A escrita da carta traz os traços do fazer cotidiano, com a produção da lavoura naquele contexto. Tal como afirmou Fabre (1993), a escrita ordinária deixa os traços (laisser trace) e os rastros daquilo que se fez no dia a dia e, ainda, conforme o registro da carta, demonstra aquilo que outras pessoas da localidade também realizam de atividades produtivas, na agricultura e na criação de animais, bem como os animais que seguiam para a venda no estado de São Paulo, conforme registro expresso na continuidade da carta de 05/11/1970:

[...] e tratam porcos para a venda, porque aqui cada semana vão 3 ou 4 caminhões para São Paulo, sem os outros que são vendidos, aqui os porcos são tratados e vendidos, como aí as batatas são plantadas e são vendidas [...].

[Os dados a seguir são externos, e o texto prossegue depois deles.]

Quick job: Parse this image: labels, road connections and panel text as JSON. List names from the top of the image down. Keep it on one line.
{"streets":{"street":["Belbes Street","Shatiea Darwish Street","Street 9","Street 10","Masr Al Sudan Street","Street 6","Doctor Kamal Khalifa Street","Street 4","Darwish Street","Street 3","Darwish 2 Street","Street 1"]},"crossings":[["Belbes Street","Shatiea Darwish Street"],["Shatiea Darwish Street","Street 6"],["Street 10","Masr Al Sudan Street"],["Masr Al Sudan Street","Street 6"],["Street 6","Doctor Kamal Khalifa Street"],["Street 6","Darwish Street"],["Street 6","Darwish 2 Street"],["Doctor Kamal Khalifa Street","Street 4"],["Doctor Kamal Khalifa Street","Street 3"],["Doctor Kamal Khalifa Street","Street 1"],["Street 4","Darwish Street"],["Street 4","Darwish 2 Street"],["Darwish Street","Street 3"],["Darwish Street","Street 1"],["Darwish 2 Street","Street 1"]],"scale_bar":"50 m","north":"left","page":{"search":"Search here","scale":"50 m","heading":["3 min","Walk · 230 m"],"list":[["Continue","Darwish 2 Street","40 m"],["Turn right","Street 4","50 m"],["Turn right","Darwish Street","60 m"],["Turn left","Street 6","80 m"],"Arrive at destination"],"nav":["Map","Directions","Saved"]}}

O enunciado afirma que “os porcos são tratados vendidos como aí as batatas são plantadas e são vendidas”, alertando que há uma divergência entre as maneiras de criação dos animais entre as diferentes localidades no mesmo país, bem como as culturas agrícolas e os modos de plantio que se faziam de formas diferentes.

Na época, a família do Rio Grande do Sul plantava batatas para a comercialização, abastecendo os mercados regionais, e a criação de porcos ficava restrita à alimentação da família. O que se contrapunha com a família do outro estado, que ora contava pelas cartas que, no Paraná, o mercado de porcos estava em expansão, comparando-o com as batatas, que, em Santa Helena, eram plantadas apenas para o consumo familiar. Esses fatos são registrados nas palavras escritas por Elza em uma das cartas de 1963:

Se nós aqui plantássemos tanto quanto aí, então nós aqui poderíamos andar o Rio São Francisco, que tem 50m de largura, porque aqui só são plantadas para comer (Santa Helena - 19/04/1963).

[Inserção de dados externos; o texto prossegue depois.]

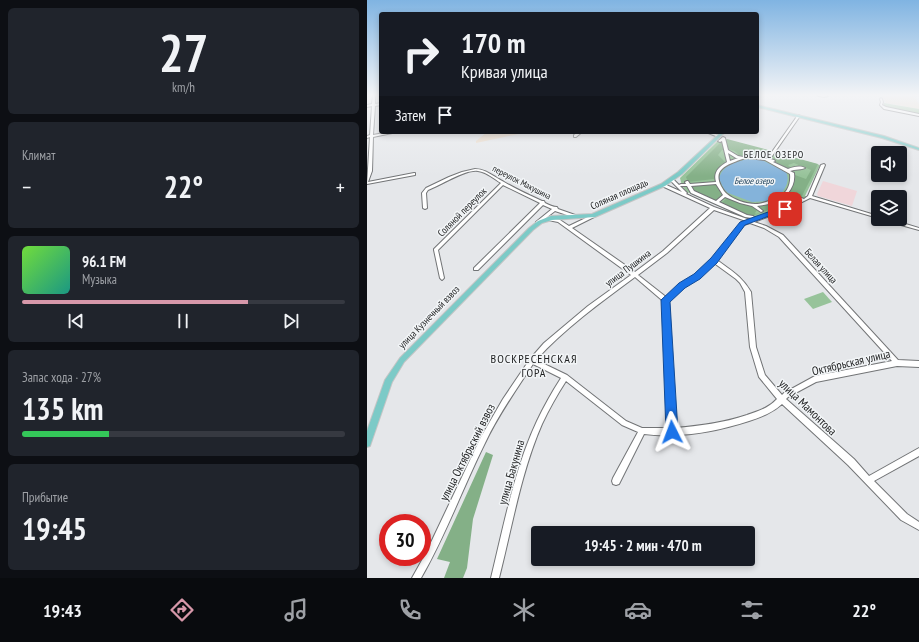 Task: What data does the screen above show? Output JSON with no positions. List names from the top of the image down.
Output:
{
  "streets": {
    "main road": ["Соляная площадь", "улица Кузнечный взвоз"],
    "street": [
      "переулок Макушина",
      "Соляной переулок",
      "Белая улица",
      "улица Пушкина",
      "Октябрьская улица",
      "улица Мамонтова",
      "улица Октябрьский взвоз",
      "улица Бакунина"
    ]
  },
  "crossings": [
    ["переулок Макушина", "Соляная площадь"],
    ["переулок Макушина", "Соляной переулок"],
    ["Соляная площадь", "улица Кузнечный взвоз"],
    ["Белая улица", "улица Пушкина"],
    ["Белая улица", "Октябрьская улица"],
    ["улица Пушкина", "Октябрьская улица"],
    ["улица Пушкина", "улица Октябрьский взвоз"],
    ["Октябрьская улица", "улица Мамонтова"],
    ["Октябрьская улица", "улица Октябрьский взвоз"],
    ["Октябрьская улица", "улица Бакунина"]
  ],
  "districts": ["БЕЛОЕ ОЗЕРО", "ВОСКРЕСЕНСКАЯ ГОРА"],
  "water": ["Белое озеро"],
  "page": {
    "tile": [
      ["27", "km/h"],
      "Климат",
      ["Запас хода · 27%", "135 km"],
      ["Прибытие", "19:45"]
    ],
    "turn": ["170 m", "Кривая улица"],
    "then": "Затем",
    "heat": ["−", "22°", "+"],
    "song": ["96.1 FM", "Музыка"],
    "limit": "30",
    "trip": "19:45 · 2 мин · 470 m",
    "tabs": ["19:43", "22°"]
  }
}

Ao consultar o livro História de Santa Helena: Descobrindo e Aprendendo (Colodel, 2018) como fonte auxiliar para compreender mais sobre o desenvolvimento da localidade, encontrei um capítulo intitulado “E o porco tinha cheiro de dinheiro”. A escrita trata, de maneira explicativa, da história dos porcos em Santa Helena:

O comércio dos porcos em Santa Helena e região era feito da seguinte maneira: quando atingiam tamanhos e peso certo para a venda, os comerciantes locais vinham busca-los e se encarregavam de transportá-los para os pontos de revenda, sendo um dos principais, a cidade de Ponta Grossa. Daquela cidade, os porcos seguiam para os mercados consumidores do Estado de São Paulo (Colodel, 2018, p. 39).

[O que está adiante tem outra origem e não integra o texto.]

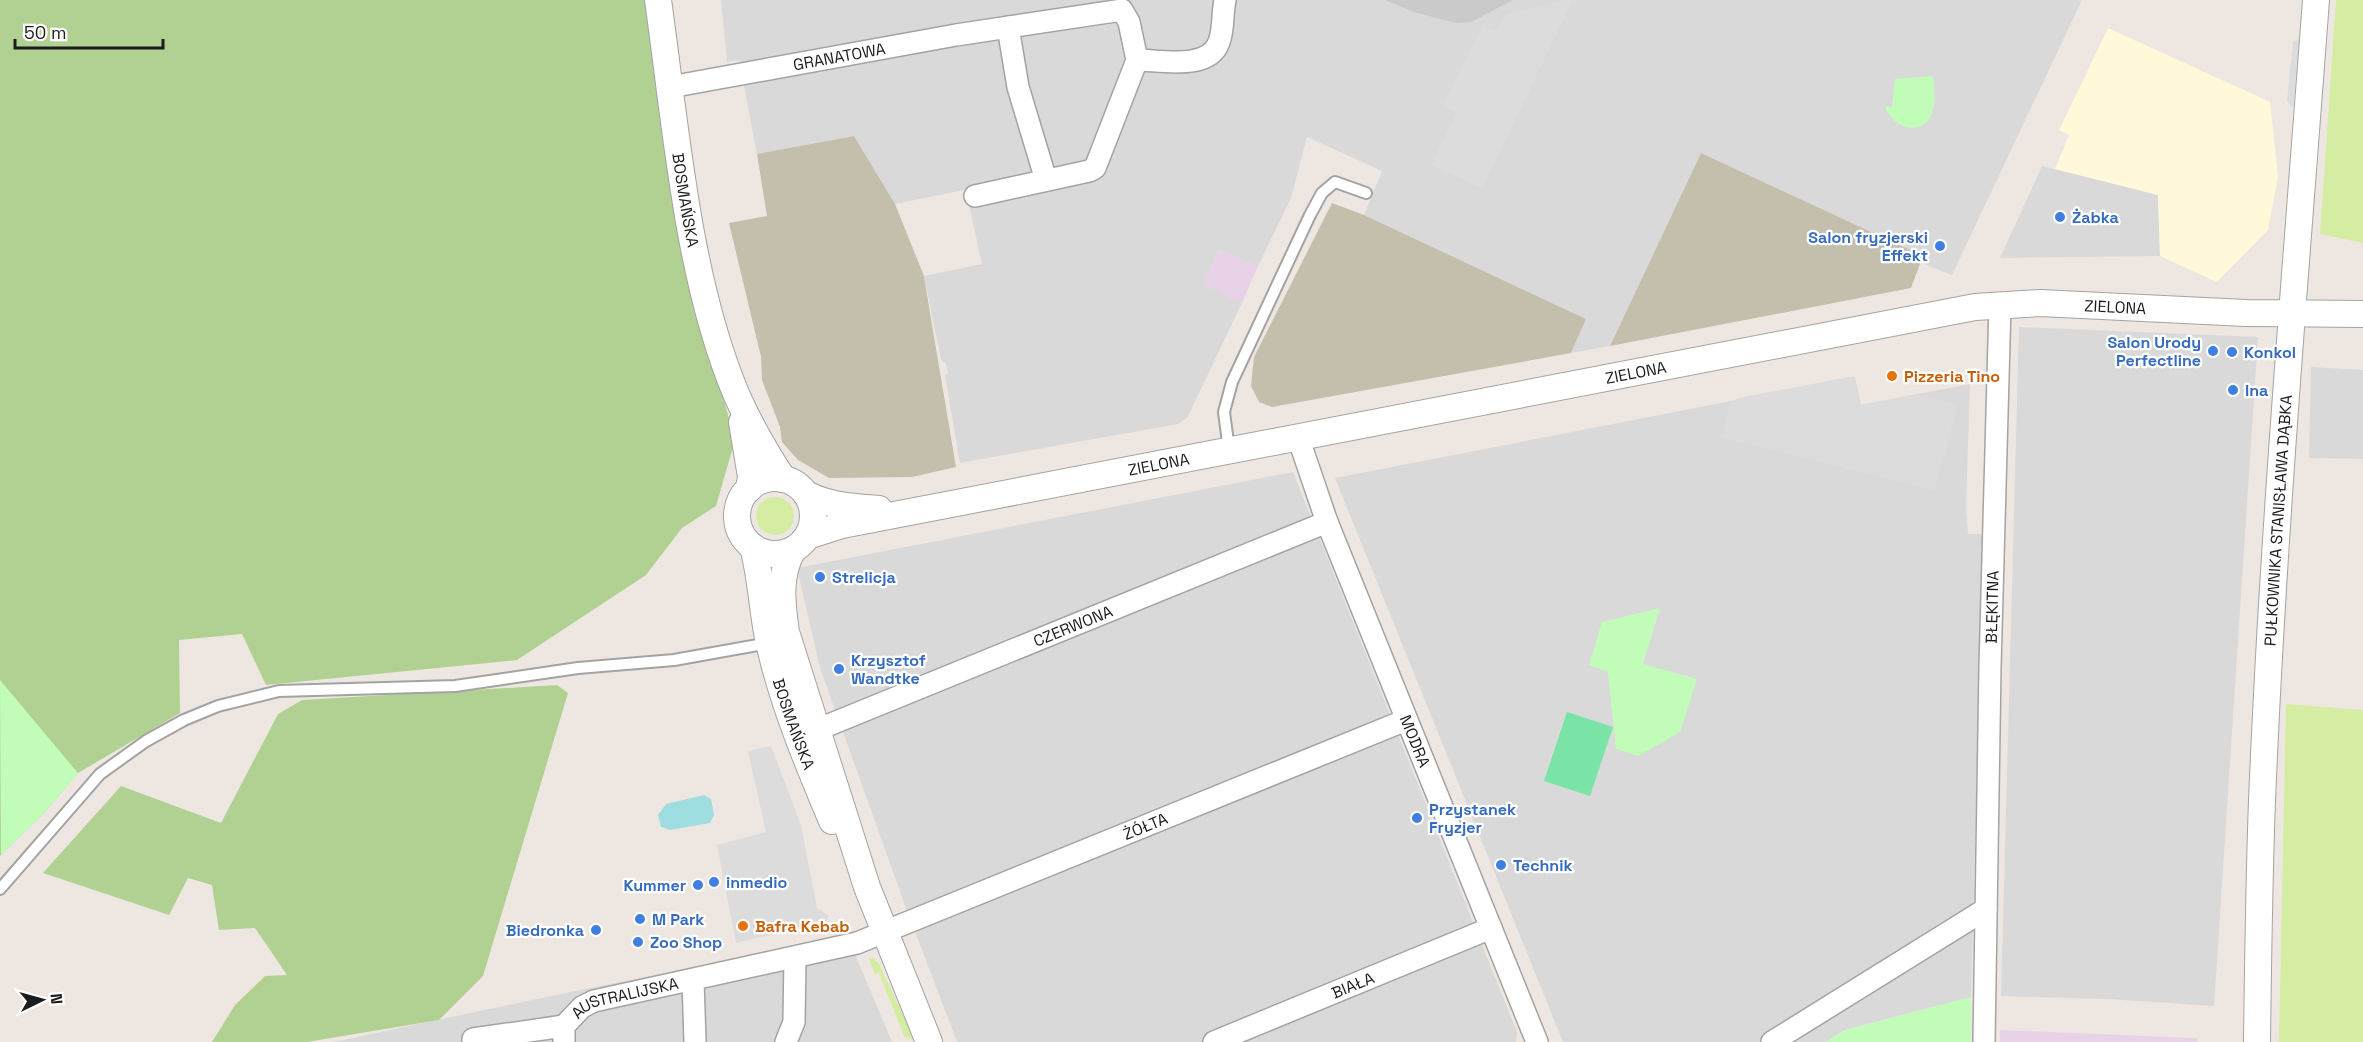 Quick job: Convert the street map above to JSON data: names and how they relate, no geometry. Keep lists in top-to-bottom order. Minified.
{"streets":{"street":["GRANATOWA","BOSMAŃSKA","ZIELONA","PUŁKOWNIKA STANISŁAWA DĄBKA","BŁĘKITNA","CZERWONA","MODRA","ŻÓŁTA","BIAŁA","AUSTRALIJSKA"]},"crossings":[["GRANATOWA","BOSMAŃSKA"],["BOSMAŃSKA","ZIELONA"],["BOSMAŃSKA","CZERWONA"],["BOSMAŃSKA","ŻÓŁTA"],["BOSMAŃSKA","AUSTRALIJSKA"],["ZIELONA","PUŁKOWNIKA STANISŁAWA DĄBKA"],["ZIELONA","BŁĘKITNA"],["ZIELONA","MODRA"],["CZERWONA","MODRA"],["MODRA","ŻÓŁTA"],["MODRA","BIAŁA"],["ŻÓŁTA","AUSTRALIJSKA"]],"places":["Żabka","Salon fryzjerski Effekt","Salon Urody Perfectline","Konkol","Pizzeria Tino","Ina","Strelicja","Krzysztof Wandtke","Przystanek Fryzjer","Technik","inmedio","Kummer","M Park","Bafra Kebab","Biedronka","Zoo Shop"],"scale_bar":"50 m","north":"right"}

Assim, de forma articulada, pensando no presente com o passado, a esfera do trabalho da atividade familiar provoca a reflexão ampliada e “introduz inteligibilidade onde se invoca alternadamente o acaso ou o automatismo; enfim, ela esboça, no seu desenrolar, linhas de transposição da esfera privada à esfera pública” (Ricoeur, 2007, p. 254). Nesse sentido, as cartas oferecem a possibilidade de refletir sobre a esfera de uma atividade de produção privada de famílias - a criação de porcos - na sua dimensão, que é social, pois tal produção, ao sair de uma pequena localidade do oeste do estado do Paraná, chegava em um grande centro urbano do país, no estado de São Paulo, e, portanto, chegava à esfera pública pela comercialização.

Outros temas registrados pelas cartas são a vida religiosa e os aspectos da vida social e comunitária de Santa Helena. Em uma das cartas enviadas de lá, de 30 de abril 1965, Elza comunica que está participando de um grupo com outras mulheres, o que ela anuncia por meio da frase “aqui tem uma associação de senhoras”:

Santa Helena, 30/04/1965

[...] e eu quero escrever que aqui tem um associação de senhoras [Damen Verein - Clube Feminino], e que lá no dia 1º/05 pela primeira vez terá uma festa da associação e que até agora já tem 87 membras, e que as senhoras que são membras andam todas vestidas iguais, uma saia azul e uma blusa branca e que eu também sou associada e que aqui, pela primeira vez terá uma festa da associação, porque foi recém fundado nesse ano [...].

Ao buscar mais informações no livro de Colodel (2018), A História de Santa Helena, encontrei algumas informações sobre as atividades sociais dos moradores da localidade. Eram atividades como os jogos de baralhos, o primeiro cinema da localidade, datado de 1966, as festas de aniversário e casamento, os piqueniques, os bailes e as demais atividades de lazer e confraternização entre os moradores. Ainda, de maneira bastante tímida, em breves parágrafos, há uma descrição sobre a Sociedade das Damas - ao verificar as datas entre o livro utilizado como fonte e as cartas da tia-avó, revela-se que é sobre essa sociedade que ela relatava em sua carta.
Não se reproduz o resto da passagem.